Good Tuesday, Fantasists! This week, we’re going to take a quick(!) look at the semigroup’s older sibling: the monoid. We saw last week that a Semigroup type is one that has some concept of combining values (via concat). Well, a Monoid type is any Semigroup type that happens to have a special value - we’ll call it an identity value - stored on the type as a function called empty.

Here’s its (in my opinion, not-too-helpful) signature:

empty :: Monoid m => () -> m

Far more useful, I think, are the laws for how empty must act for a type to be a valid Monoid. We call these the identity laws:

// Right identity
MyType(x).concat(MyType.empty()) === MyType(x)

// Guess what this one's called?
MyType.empty().concat(MyType(x)) === MyType(x)

Whichever side of concat we put our empty, it must make no difference to the value. Let’s look at some examples of empty values for our favourite semigroups. Try them on the laws above if you’re unsure of why they’re valid empty values:

// ''.concat('hello')
//   === 'hello'.concat('')
//   === 'hello'
String.empty  = () => ''

// [].concat([1, 2, 3])
//   === [1, 2, 3].concat([])
//   === [1, 2, 3]
Array.empty   = () => []

// And so on...
Sum.empty     = () => Sum(0)
Product.empty = () => Product(1)
Max.empty     = () => Max(-Infinity)
Min.empty     = () => Min(Infinity)
All.empty     = () => All(true)
Any.empty     = () => Any(false)

// BUT not every semigroup is a monoid...
First.empty = () => // ???
Last.empty  = () => // ???

Eek, got a bit stuck at the end… First and Last are not monoids; see if you can work out why!

Ok, so, First and Last actually are monoids in Haskell. This cheat is done by sneaking in an inner Maybe type, where Nothing becomes the empty value. This actually works for any semigroup that you want to turn into a monoid, but don’t let Connor McBride catch you doing it…

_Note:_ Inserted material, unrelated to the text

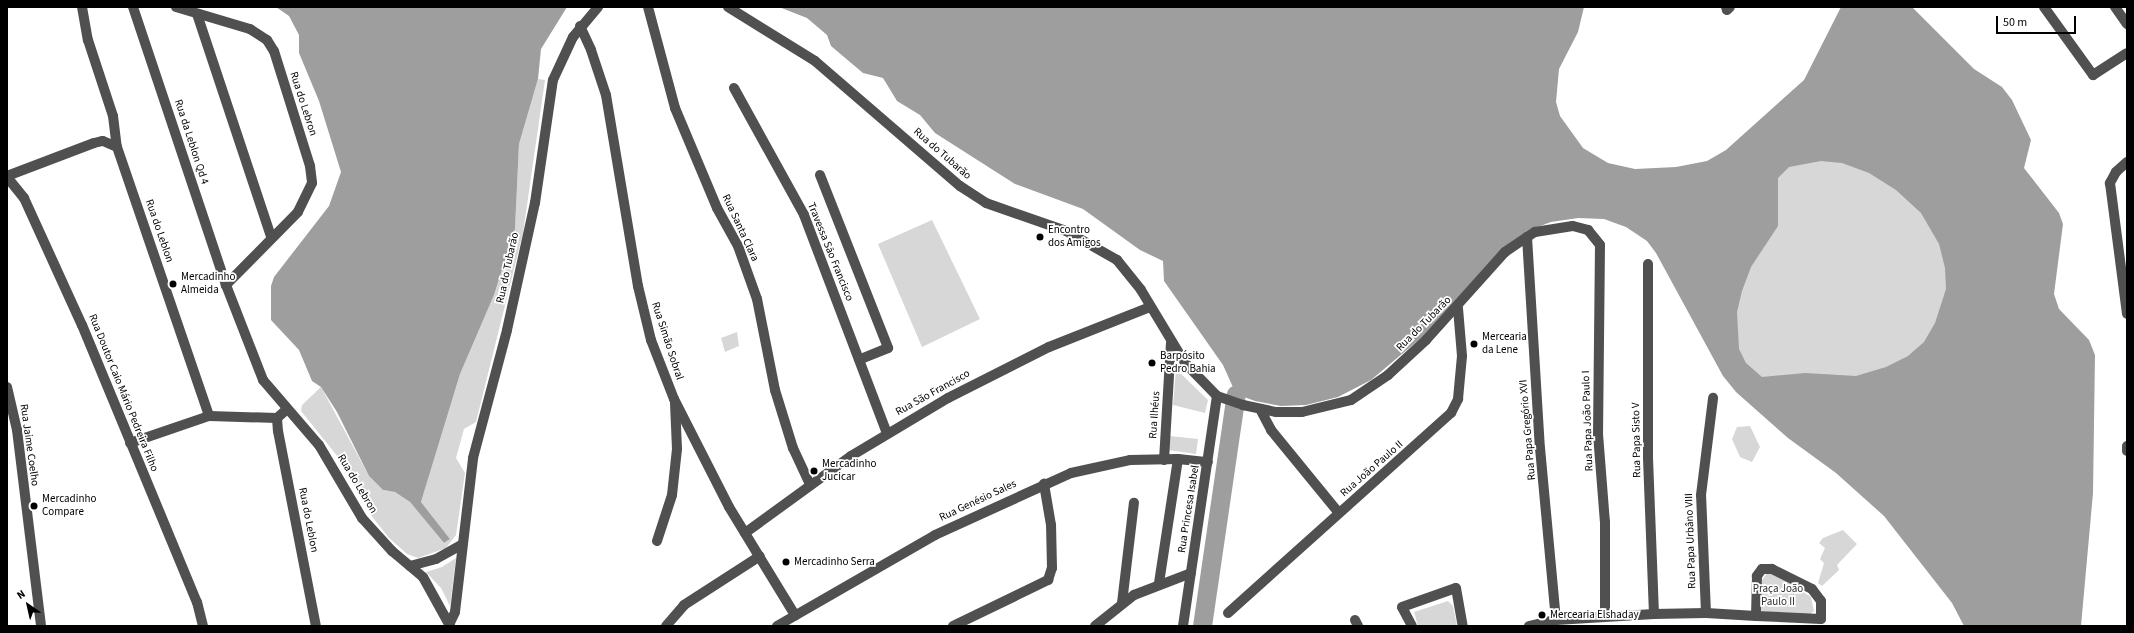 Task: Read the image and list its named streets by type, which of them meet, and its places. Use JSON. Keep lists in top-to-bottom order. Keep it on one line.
{"streets":{"street":["Rua do Lebron","Rua da Leblon Qd 4","Rua do Tubarão","Rua Santa Clara","Rua do Leblon","Travessa Sāo Francisco","Rua Simão Sobral","Rua Doutor Caio Mário Pedreira Filho","Rua São Francisco","Rua Ilhéus","Rua Papa João Paulo I","Rua Papa Gregório XVI","Rua Papa Sisto V","Rua Jaime Coelho","Rua João Paulo II","Rua Genésio Sales","Rua Princesa Isabel","Rua Papa Urbâno VIII"]},"crossings":[["Rua do Lebron","Rua da Leblon Qd 4"],["Rua do Lebron","Rua do Tubarão"],["Rua do Tubarão","Rua Simão Sobral"],["Rua do Tubarão","Rua São Francisco"],["Rua do Tubarão","Rua Ilhéus"],["Rua do Tubarão","Rua Papa João Paulo I"],["Rua do Tubarão","Rua Papa Gregório XVI"],["Rua do Tubarão","Rua João Paulo II"],["Rua Santa Clara","Rua São Francisco"],["Travessa Sāo Francisco","Rua São Francisco"],["Rua Simão Sobral","Rua São Francisco"],["Rua Simão Sobral","Rua Genésio Sales"],["Rua Ilhéus","Rua Genésio Sales"],["Rua Genésio Sales","Rua Princesa Isabel"]],"parks":["Praça João Paulo II"],"places":["Encontro dos Amigos","Mercadinho Almeida","Mercearia da Lene","Barpósito Pedro Bahia","Mercadinho Jucicar","Mercadinho Compare","Mercadinho Serra","Mercearia Elshaday"],"scale_bar":"50 m","north":"top left"}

This is all very interesting, but what’s the point? I’m glad you asked, imaginary reader! With a Semigroup type, you can combine one or more values to make another, right? All a monoid does is let us upgrade that to zero or more. This is actually a Pretty Big Deal™, as we can take any array (including an empty array!) of monoids and reduce them to one value.

… Wait, what?

As a surprisingly good intuition, monoids encapsulate the logic of Array.reduce. That’s what they do. That’s what they’re for. That’s it right there. If you know how to reduce lists, then congratulations, you’re now a monoid warrior:

// A friendly neighbourhood monoid fold.
// fold :: Monoid m => (a -> m) -> [a] -> m
const fold = M => xs => xs.reduce(
  (acc, x) => acc.concat(M(x)),
  M.empty())

// We can now use our monoids for (almost) all
// our array reduction needs!
fold(Sum)([1, 2, 3, 4, 5]).val // 15
fold(Product)([1, 2, 3]).val   // 6
fold(Max)([9, 7, 11]).val      // 11
fold(Sum)([]).val              // 0 - ooer!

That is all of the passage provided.